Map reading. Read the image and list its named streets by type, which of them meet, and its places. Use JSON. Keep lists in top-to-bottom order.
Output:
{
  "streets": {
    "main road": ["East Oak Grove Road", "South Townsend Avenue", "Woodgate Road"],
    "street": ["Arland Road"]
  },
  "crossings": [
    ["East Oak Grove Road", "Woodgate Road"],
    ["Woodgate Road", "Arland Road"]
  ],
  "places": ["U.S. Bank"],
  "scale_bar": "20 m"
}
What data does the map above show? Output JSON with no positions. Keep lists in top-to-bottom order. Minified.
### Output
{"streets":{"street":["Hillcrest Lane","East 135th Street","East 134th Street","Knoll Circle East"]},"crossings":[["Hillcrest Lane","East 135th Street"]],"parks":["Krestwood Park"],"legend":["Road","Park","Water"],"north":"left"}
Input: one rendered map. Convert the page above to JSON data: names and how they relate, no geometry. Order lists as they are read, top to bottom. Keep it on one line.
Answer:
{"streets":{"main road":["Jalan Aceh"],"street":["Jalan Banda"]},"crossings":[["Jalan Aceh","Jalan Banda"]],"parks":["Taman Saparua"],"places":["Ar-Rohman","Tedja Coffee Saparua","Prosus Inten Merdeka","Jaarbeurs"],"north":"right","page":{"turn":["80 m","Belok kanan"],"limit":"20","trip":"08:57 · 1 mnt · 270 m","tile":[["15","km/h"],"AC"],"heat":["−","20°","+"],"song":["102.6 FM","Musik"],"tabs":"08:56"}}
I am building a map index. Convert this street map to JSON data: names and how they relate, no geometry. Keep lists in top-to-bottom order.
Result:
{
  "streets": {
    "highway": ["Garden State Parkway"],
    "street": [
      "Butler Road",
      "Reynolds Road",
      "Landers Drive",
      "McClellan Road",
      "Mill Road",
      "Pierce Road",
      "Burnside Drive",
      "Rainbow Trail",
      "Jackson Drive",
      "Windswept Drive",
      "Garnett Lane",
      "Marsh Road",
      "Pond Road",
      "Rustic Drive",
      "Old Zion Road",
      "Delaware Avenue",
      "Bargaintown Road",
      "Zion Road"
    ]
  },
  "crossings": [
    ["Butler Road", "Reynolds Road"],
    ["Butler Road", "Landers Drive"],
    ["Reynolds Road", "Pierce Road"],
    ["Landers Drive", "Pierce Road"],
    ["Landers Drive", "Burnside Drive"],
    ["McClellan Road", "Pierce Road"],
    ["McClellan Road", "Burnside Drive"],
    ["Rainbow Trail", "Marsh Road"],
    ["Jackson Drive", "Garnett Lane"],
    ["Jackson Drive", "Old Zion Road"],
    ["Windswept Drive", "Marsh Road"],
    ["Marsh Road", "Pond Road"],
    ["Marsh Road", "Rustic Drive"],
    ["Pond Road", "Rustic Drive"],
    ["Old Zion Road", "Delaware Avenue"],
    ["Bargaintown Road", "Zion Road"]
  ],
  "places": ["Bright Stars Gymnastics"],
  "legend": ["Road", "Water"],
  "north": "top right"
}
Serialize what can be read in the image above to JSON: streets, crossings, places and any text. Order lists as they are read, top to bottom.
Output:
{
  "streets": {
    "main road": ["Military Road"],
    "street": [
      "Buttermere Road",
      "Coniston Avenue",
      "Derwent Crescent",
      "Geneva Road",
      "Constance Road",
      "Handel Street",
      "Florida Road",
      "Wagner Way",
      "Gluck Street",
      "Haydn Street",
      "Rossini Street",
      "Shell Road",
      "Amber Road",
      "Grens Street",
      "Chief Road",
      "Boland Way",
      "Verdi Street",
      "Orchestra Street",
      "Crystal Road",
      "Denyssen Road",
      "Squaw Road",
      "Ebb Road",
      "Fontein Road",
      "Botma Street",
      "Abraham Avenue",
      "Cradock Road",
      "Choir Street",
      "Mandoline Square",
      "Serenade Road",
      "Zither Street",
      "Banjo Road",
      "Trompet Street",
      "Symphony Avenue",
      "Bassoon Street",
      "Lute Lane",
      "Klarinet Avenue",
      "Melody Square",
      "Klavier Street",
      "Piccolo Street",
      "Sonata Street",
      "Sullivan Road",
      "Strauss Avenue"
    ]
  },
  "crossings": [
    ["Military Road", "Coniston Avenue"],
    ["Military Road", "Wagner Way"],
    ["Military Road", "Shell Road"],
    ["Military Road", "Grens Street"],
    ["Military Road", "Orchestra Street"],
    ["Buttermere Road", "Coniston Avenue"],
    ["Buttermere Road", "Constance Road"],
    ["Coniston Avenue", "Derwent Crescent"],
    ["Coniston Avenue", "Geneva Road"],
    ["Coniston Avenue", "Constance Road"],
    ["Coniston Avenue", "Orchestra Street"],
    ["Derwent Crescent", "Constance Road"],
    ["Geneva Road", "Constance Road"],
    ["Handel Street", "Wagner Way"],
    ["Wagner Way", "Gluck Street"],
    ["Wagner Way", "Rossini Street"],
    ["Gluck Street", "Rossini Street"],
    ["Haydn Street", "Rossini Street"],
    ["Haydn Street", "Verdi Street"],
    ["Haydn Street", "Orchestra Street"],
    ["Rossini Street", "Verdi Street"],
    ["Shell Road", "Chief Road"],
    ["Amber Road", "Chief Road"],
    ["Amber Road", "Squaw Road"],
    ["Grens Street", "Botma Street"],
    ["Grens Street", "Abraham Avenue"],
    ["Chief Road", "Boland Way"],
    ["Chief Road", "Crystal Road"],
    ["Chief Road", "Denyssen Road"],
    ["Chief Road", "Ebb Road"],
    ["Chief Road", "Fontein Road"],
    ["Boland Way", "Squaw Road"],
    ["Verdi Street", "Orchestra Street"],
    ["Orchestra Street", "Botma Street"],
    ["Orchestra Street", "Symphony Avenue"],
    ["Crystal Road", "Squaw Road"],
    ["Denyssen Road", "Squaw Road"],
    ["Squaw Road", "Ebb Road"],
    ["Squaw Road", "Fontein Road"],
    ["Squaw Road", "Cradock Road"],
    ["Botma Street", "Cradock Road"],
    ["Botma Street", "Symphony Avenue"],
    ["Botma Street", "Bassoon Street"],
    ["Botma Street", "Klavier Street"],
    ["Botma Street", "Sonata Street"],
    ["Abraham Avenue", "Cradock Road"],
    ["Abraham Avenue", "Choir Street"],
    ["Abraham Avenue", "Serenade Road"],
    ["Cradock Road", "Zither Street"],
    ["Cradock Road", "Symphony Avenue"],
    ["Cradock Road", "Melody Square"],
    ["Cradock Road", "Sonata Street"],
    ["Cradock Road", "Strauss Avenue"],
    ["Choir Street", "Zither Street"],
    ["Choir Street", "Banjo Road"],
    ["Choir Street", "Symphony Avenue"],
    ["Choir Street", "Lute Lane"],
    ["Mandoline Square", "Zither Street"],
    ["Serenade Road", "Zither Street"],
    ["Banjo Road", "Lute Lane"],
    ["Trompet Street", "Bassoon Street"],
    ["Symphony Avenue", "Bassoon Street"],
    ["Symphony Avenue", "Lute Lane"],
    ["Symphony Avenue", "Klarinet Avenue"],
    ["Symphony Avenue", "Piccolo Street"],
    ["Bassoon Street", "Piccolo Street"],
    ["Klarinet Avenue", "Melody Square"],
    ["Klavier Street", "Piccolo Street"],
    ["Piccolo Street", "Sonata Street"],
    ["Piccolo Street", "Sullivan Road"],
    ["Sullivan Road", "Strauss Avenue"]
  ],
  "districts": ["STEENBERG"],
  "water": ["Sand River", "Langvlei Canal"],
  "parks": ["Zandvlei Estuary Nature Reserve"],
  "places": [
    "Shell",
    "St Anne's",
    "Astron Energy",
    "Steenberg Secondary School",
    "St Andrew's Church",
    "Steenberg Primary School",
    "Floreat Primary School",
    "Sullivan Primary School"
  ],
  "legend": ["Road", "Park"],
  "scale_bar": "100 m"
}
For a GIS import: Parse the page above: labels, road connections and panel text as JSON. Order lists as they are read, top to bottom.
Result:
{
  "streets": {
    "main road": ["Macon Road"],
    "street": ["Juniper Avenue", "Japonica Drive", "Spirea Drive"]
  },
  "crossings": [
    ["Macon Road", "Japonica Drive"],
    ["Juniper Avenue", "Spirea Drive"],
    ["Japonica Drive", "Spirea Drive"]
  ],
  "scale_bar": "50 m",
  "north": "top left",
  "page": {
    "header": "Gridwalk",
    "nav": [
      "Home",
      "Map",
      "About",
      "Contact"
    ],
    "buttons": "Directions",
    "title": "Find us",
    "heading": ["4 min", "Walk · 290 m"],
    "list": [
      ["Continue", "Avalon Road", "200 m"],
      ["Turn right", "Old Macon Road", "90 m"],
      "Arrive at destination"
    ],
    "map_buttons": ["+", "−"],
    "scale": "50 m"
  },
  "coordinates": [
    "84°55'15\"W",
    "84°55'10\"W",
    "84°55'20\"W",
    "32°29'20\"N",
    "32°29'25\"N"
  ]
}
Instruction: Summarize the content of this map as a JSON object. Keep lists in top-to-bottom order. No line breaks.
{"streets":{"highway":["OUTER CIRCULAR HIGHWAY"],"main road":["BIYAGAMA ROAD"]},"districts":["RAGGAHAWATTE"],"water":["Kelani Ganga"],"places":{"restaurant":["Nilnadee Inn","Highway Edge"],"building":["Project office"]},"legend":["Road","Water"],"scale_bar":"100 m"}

########################################

- _WORK INSTRUCTIONS_
Your answer should consist of the lines from the material that contain "Melody".

- _TASK RESPONSE_
      "Melody Square",
    ["Cradock Road", "Melody Square"],
    ["Klarinet Avenue", "Melody Square"],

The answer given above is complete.